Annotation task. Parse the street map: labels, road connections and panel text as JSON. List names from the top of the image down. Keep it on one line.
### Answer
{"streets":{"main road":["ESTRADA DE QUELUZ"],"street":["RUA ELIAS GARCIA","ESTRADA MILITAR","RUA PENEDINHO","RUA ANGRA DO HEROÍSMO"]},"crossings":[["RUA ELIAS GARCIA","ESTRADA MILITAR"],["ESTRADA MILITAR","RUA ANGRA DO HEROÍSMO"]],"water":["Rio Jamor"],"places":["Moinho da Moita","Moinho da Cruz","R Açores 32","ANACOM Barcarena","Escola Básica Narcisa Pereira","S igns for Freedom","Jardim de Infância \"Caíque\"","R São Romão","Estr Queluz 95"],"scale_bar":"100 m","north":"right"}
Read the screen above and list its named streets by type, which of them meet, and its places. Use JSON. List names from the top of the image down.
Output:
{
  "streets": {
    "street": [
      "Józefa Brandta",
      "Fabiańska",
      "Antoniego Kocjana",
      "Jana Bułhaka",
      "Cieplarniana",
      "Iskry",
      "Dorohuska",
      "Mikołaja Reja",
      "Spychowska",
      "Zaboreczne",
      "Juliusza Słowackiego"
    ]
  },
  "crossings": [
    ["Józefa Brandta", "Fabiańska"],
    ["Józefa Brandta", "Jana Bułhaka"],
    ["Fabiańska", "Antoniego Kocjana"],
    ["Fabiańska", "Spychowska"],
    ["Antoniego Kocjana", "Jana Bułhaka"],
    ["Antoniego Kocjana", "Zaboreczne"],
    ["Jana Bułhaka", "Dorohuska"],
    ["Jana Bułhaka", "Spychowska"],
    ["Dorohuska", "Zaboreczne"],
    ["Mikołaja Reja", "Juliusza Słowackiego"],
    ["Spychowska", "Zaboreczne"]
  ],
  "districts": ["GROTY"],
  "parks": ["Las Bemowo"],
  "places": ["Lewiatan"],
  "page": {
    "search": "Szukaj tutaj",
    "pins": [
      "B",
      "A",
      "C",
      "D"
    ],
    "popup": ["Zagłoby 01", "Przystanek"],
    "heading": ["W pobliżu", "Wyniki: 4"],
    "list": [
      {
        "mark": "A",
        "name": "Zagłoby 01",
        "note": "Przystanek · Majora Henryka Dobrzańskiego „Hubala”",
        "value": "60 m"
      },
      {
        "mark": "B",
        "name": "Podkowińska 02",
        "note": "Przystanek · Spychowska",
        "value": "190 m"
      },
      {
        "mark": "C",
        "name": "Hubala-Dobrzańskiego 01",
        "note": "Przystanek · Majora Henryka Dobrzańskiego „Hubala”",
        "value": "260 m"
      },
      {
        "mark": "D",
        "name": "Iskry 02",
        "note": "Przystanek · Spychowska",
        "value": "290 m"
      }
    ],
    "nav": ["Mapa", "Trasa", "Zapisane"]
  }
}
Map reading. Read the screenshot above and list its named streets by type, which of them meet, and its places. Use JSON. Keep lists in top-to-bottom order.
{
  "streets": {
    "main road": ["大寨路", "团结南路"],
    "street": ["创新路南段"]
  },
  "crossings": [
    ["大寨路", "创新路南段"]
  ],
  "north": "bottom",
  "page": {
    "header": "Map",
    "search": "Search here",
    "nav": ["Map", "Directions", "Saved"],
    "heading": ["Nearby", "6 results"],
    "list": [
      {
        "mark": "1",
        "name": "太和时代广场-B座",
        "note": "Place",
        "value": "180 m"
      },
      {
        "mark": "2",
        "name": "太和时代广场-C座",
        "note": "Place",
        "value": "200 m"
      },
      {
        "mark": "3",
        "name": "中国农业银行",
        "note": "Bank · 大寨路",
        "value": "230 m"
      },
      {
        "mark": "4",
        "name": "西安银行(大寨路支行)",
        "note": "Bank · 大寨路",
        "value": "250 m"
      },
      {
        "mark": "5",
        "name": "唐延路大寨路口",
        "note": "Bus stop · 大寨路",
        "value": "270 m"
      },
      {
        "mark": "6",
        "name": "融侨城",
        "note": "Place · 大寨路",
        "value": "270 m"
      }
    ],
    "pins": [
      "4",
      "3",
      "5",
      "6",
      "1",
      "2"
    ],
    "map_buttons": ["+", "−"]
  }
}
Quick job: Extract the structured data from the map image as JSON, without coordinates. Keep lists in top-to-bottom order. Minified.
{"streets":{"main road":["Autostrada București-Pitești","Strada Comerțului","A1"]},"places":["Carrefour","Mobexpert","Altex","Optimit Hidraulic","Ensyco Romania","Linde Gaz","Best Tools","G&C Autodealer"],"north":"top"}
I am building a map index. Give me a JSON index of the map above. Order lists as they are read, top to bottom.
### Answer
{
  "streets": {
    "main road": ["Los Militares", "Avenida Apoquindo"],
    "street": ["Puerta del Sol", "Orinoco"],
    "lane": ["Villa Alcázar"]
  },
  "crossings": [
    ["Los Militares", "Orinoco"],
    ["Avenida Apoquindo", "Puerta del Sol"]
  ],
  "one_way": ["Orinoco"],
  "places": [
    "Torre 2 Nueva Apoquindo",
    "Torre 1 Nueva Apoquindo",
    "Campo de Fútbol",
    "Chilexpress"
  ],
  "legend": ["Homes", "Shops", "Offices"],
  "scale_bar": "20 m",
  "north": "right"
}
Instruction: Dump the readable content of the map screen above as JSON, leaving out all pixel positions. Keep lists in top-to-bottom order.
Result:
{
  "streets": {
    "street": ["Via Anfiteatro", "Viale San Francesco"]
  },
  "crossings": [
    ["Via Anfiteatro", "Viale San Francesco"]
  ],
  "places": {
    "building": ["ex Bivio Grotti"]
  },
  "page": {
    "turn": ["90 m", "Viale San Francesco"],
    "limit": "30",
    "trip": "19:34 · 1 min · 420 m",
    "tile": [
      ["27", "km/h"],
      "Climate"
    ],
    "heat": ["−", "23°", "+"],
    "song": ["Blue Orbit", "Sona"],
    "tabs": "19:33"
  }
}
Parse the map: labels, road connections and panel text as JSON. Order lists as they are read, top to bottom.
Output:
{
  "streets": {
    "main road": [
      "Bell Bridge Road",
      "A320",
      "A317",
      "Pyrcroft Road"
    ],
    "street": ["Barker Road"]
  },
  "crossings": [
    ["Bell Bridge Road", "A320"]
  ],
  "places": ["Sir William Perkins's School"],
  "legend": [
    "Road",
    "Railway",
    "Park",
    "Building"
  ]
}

_Your assignment_
Could you write out all the data exactly as it is given?

_Written response_
Annotation task. Parse the street map: labels, road connections and panel text as JSON. List names from the top of the image down. Keep it on one line.
### Answer
{"streets":{"main road":["ESTRADA DE QUELUZ"],"street":["RUA ELIAS GARCIA","ESTRADA MILITAR","RUA PENEDINHO","RUA ANGRA DO HEROÍSMO"]},"crossings":[["RUA ELIAS GARCIA","ESTRADA MILITAR"],["ESTRADA MILITAR","RUA ANGRA DO HEROÍSMO"]],"water":["Rio Jamor"],"places":["Moinho da Moita","Moinho da Cruz","R Açores 32","ANACOM Barcarena","Escola Básica Narcisa Pereira","S igns for Freedom","Jardim de Infância \"Caíque\"","R São Romão","Estr Queluz 95"],"scale_bar":"100 m","north":"right"}
Read the screen above and list its named streets by type, which of them meet, and its places. Use JSON. List names from the top of the image down.
Output:
{
  "streets": {
    "street": [
      "Józefa Brandta",
      "Fabiańska",
      "Antoniego Kocjana",
      "Jana Bułhaka",
      "Cieplarniana",
      "Iskry",
      "Dorohuska",
      "Mikołaja Reja",
      "Spychowska",
      "Zaboreczne",
      "Juliusza Słowackiego"
    ]
  },
  "crossings": [
    ["Józefa Brandta", "Fabiańska"],
    ["Józefa Brandta", "Jana Bułhaka"],
    ["Fabiańska", "Antoniego Kocjana"],
    ["Fabiańska", "Spychowska"],
    ["Antoniego Kocjana", "Jana Bułhaka"],
    ["Antoniego Kocjana", "Zaboreczne"],
    ["Jana Bułhaka", "Dorohuska"],
    ["Jana Bułhaka", "Spychowska"],
    ["Dorohuska", "Zaboreczne"],
    ["Mikołaja Reja", "Juliusza Słowackiego"],
    ["Spychowska", "Zaboreczne"]
  ],
  "districts": ["GROTY"],
  "parks": ["Las Bemowo"],
  "places": ["Lewiatan"],
  "page": {
    "search": "Szukaj tutaj",
    "pins": [
      "B",
      "A",
      "C",
      "D"
    ],
    "popup": ["Zagłoby 01", "Przystanek"],
    "heading": ["W pobliżu", "Wyniki: 4"],
    "list": [
      {
        "mark": "A",
        "name": "Zagłoby 01",
        "note": "Przystanek · Majora Henryka Dobrzańskiego „Hubala”",
        "value": "60 m"
      },
      {
        "mark": "B",
        "name": "Podkowińska 02",
        "note": "Przystanek · Spychowska",
        "value": "190 m"
      },
      {
        "mark": "C",
        "name": "Hubala-Dobrzańskiego 01",
        "note": "Przystanek · Majora Henryka Dobrzańskiego „Hubala”",
        "value": "260 m"
      },
      {
        "mark": "D",
        "name": "Iskry 02",
        "note": "Przystanek · Spychowska",
        "value": "290 m"
      }
    ],
    "nav": ["Mapa", "Trasa", "Zapisane"]
  }
}
Map reading. Read the screenshot above and list its named streets by type, which of them meet, and its places. Use JSON. Keep lists in top-to-bottom order.
{
  "streets": {
    "main road": ["大寨路", "团结南路"],
    "street": ["创新路南段"]
  },
  "crossings": [
    ["大寨路", "创新路南段"]
  ],
  "north": "bottom",
  "page": {
    "header": "Map",
    "search": "Search here",
    "nav": ["Map", "Directions", "Saved"],
    "heading": ["Nearby", "6 results"],
    "list": [
      {
        "mark": "1",
        "name": "太和时代广场-B座",
        "note": "Place",
        "value": "180 m"
      },
      {
        "mark": "2",
        "name": "太和时代广场-C座",
        "note": "Place",
        "value": "200 m"
      },
      {
        "mark": "3",
        "name": "中国农业银行",
        "note": "Bank · 大寨路",
        "value": "230 m"
      },
      {
        "mark": "4",
        "name": "西安银行(大寨路支行)",
        "note": "Bank · 大寨路",
        "value": "250 m"
      },
      {
        "mark": "5",
        "name": "唐延路大寨路口",
        "note": "Bus stop · 大寨路",
        "value": "270 m"
      },
      {
        "mark": "6",
        "name": "融侨城",
        "note": "Place · 大寨路",
        "value": "270 m"
      }
    ],
    "pins": [
      "4",
      "3",
      "5",
      "6",
      "1",
      "2"
    ],
    "map_buttons": ["+", "−"]
  }
}
Quick job: Extract the structured data from the map image as JSON, without coordinates. Keep lists in top-to-bottom order. Minified.
{"streets":{"main road":["Autostrada București-Pitești","Strada Comerțului","A1"]},"places":["Carrefour","Mobexpert","Altex","Optimit Hidraulic","Ensyco Romania","Linde Gaz","Best Tools","G&C Autodealer"],"north":"top"}
I am building a map index. Give me a JSON index of the map above. Order lists as they are read, top to bottom.
### Answer
{
  "streets": {
    "main road": ["Los Militares", "Avenida Apoquindo"],
    "street": ["Puerta del Sol", "Orinoco"],
    "lane": ["Villa Alcázar"]
  },
  "crossings": [
    ["Los Militares", "Orinoco"],
    ["Avenida Apoquindo", "Puerta del Sol"]
  ],
  "one_way": ["Orinoco"],
  "places": [
    "Torre 2 Nueva Apoquindo",
    "Torre 1 Nueva Apoquindo",
    "Campo de Fútbol",
    "Chilexpress"
  ],
  "legend": ["Homes", "Shops", "Offices"],
  "scale_bar": "20 m",
  "north": "right"
}
Instruction: Dump the readable content of the map screen above as JSON, leaving out all pixel positions. Keep lists in top-to-bottom order.
Result:
{
  "streets": {
    "street": ["Via Anfiteatro", "Viale San Francesco"]
  },
  "crossings": [
    ["Via Anfiteatro", "Viale San Francesco"]
  ],
  "places": {
    "building": ["ex Bivio Grotti"]
  },
  "page": {
    "turn": ["90 m", "Viale San Francesco"],
    "limit": "30",
    "trip": "19:34 · 1 min · 420 m",
    "tile": [
      ["27", "km/h"],
      "Climate"
    ],
    "heat": ["−", "23°", "+"],
    "song": ["Blue Orbit", "Sona"],
    "tabs": "19:33"
  }
}
Parse the map: labels, road connections and panel text as JSON. Order lists as they are read, top to bottom.
Output:
{
  "streets": {
    "main road": [
      "Bell Bridge Road",
      "A320",
      "A317",
      "Pyrcroft Road"
    ],
    "street": ["Barker Road"]
  },
  "crossings": [
    ["Bell Bridge Road", "A320"]
  ],
  "places": ["Sir William Perkins's School"],
  "legend": [
    "Road",
    "Railway",
    "Park",
    "Building"
  ]
}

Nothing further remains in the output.